Dataset excerpts:

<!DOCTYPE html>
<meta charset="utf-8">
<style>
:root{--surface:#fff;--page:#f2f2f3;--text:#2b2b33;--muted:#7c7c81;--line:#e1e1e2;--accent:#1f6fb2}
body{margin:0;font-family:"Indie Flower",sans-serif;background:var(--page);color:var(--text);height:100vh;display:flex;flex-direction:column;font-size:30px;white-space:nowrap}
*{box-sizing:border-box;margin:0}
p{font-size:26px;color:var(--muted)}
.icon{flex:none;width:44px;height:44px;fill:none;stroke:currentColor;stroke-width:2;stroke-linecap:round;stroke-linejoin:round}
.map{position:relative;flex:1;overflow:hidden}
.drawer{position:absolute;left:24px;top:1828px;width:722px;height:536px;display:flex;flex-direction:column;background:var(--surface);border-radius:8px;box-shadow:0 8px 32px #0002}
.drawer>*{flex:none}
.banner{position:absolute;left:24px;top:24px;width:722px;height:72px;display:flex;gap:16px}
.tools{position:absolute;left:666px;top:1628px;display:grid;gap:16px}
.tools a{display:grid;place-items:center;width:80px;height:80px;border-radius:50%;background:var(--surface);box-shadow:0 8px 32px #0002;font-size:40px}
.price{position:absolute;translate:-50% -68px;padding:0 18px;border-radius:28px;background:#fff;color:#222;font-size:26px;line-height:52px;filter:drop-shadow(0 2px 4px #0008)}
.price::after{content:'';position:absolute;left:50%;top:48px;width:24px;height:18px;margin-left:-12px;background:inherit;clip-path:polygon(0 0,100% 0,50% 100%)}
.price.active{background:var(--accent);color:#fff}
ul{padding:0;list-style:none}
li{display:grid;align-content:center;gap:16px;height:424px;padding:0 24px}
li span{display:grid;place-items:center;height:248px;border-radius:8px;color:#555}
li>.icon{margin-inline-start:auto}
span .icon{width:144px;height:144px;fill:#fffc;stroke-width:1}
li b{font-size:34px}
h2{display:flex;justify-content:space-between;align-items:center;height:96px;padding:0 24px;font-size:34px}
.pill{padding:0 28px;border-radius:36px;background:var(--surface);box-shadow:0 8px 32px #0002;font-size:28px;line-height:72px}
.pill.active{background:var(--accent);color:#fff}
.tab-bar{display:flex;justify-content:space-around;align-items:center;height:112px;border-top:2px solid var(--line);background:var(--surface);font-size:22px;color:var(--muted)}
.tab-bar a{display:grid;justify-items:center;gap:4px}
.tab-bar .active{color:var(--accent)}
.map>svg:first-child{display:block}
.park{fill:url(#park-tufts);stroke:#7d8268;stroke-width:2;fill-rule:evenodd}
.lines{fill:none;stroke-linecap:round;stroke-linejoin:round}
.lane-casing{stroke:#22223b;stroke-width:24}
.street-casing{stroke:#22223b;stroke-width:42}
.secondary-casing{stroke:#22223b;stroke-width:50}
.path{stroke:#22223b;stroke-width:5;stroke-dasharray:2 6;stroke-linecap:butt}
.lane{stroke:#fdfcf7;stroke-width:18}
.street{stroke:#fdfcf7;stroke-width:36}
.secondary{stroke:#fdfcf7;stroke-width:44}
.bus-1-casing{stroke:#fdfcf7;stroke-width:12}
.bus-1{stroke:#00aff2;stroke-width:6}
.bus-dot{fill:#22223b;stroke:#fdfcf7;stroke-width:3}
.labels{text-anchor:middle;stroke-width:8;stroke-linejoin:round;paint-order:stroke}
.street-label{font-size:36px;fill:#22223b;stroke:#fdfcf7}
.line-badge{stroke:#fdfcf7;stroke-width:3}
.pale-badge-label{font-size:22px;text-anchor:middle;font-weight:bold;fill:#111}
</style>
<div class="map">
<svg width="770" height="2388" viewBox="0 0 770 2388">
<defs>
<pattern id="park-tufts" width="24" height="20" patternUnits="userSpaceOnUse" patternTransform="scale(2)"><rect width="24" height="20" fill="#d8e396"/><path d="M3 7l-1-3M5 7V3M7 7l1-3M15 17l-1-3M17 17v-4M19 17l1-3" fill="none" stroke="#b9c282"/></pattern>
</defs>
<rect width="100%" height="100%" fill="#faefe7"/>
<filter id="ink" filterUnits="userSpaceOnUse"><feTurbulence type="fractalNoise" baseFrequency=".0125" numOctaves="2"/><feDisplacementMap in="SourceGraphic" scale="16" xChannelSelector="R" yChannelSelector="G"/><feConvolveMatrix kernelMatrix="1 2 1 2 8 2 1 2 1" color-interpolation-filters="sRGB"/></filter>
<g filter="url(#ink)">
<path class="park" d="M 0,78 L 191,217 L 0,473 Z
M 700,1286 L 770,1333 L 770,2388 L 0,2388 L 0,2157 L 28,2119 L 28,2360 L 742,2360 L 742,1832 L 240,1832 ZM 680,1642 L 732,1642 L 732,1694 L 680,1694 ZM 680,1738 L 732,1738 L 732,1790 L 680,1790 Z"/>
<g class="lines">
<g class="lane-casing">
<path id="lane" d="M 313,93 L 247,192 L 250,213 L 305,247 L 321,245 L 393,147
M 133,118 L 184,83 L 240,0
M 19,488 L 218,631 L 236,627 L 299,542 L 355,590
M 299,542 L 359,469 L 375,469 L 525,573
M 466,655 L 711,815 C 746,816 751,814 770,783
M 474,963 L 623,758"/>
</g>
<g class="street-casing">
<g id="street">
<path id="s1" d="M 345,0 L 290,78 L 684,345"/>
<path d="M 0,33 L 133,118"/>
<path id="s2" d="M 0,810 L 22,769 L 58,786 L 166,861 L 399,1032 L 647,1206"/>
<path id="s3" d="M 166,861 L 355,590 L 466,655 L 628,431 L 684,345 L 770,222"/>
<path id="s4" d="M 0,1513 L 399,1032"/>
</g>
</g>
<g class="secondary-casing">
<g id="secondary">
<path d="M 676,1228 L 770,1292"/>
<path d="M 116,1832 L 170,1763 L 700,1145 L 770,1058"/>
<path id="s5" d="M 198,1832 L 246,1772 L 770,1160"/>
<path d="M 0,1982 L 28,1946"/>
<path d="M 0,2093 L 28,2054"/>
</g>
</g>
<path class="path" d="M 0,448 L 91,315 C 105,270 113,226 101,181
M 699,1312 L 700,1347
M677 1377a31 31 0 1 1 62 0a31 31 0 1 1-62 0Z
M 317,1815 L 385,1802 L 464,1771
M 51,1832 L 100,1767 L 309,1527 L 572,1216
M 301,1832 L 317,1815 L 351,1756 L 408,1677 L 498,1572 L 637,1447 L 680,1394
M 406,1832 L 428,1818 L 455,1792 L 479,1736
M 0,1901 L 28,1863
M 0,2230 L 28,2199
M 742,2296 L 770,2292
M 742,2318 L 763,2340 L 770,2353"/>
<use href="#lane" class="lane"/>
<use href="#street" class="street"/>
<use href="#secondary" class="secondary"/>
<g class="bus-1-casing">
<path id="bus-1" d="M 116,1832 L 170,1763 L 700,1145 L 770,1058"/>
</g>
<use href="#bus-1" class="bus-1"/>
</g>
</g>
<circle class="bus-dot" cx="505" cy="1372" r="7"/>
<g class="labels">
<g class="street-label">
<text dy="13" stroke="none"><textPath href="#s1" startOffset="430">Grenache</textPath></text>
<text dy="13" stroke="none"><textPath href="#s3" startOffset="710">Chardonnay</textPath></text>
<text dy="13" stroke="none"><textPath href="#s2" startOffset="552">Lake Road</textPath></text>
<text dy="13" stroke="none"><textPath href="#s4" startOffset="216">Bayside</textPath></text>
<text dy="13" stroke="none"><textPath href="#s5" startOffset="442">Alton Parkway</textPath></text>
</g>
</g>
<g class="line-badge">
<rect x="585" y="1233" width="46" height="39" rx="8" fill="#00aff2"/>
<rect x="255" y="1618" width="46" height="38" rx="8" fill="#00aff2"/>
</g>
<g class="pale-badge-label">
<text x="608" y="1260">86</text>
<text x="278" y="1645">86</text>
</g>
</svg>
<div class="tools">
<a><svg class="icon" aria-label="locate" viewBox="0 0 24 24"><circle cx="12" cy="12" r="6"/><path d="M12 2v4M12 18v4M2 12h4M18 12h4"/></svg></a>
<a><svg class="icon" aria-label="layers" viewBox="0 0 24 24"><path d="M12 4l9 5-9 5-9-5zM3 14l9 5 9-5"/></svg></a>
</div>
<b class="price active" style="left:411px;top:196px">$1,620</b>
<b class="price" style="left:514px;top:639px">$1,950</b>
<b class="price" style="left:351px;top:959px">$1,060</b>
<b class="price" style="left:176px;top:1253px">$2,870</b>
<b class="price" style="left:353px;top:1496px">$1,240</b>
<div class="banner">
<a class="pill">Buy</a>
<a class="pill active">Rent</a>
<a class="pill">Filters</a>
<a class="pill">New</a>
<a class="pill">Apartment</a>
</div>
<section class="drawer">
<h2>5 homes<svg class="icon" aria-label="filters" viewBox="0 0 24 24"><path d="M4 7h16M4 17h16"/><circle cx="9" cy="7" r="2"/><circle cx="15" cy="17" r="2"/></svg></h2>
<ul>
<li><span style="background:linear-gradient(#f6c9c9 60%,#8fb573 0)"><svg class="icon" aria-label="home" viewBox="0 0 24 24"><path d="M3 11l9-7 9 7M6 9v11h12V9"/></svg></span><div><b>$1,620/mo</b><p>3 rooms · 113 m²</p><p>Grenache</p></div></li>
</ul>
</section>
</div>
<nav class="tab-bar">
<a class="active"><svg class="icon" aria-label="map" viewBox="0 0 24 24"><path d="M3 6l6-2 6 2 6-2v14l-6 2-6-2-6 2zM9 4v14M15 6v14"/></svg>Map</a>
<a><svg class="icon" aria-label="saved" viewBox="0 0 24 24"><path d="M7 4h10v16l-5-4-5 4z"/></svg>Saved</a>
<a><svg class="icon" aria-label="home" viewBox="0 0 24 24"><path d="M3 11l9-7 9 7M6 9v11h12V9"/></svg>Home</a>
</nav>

What to do ▸ Which lines of the data hold the string "column"? Return each of them.

Solution to the exercise ▸
body{margin:0;font-family:"Indie Flower",sans-serif;background:var(--page);color:var(--text);height:100vh;display:flex;flex-direction:column;font-size:30px;white-space:nowrap}
.drawer{position:absolute;left:24px;top:1828px;width:722px;height:536px;display:flex;flex-direction:column;background:var(--surface);border-radius:8px;box-shadow:0 8px 32px #0002}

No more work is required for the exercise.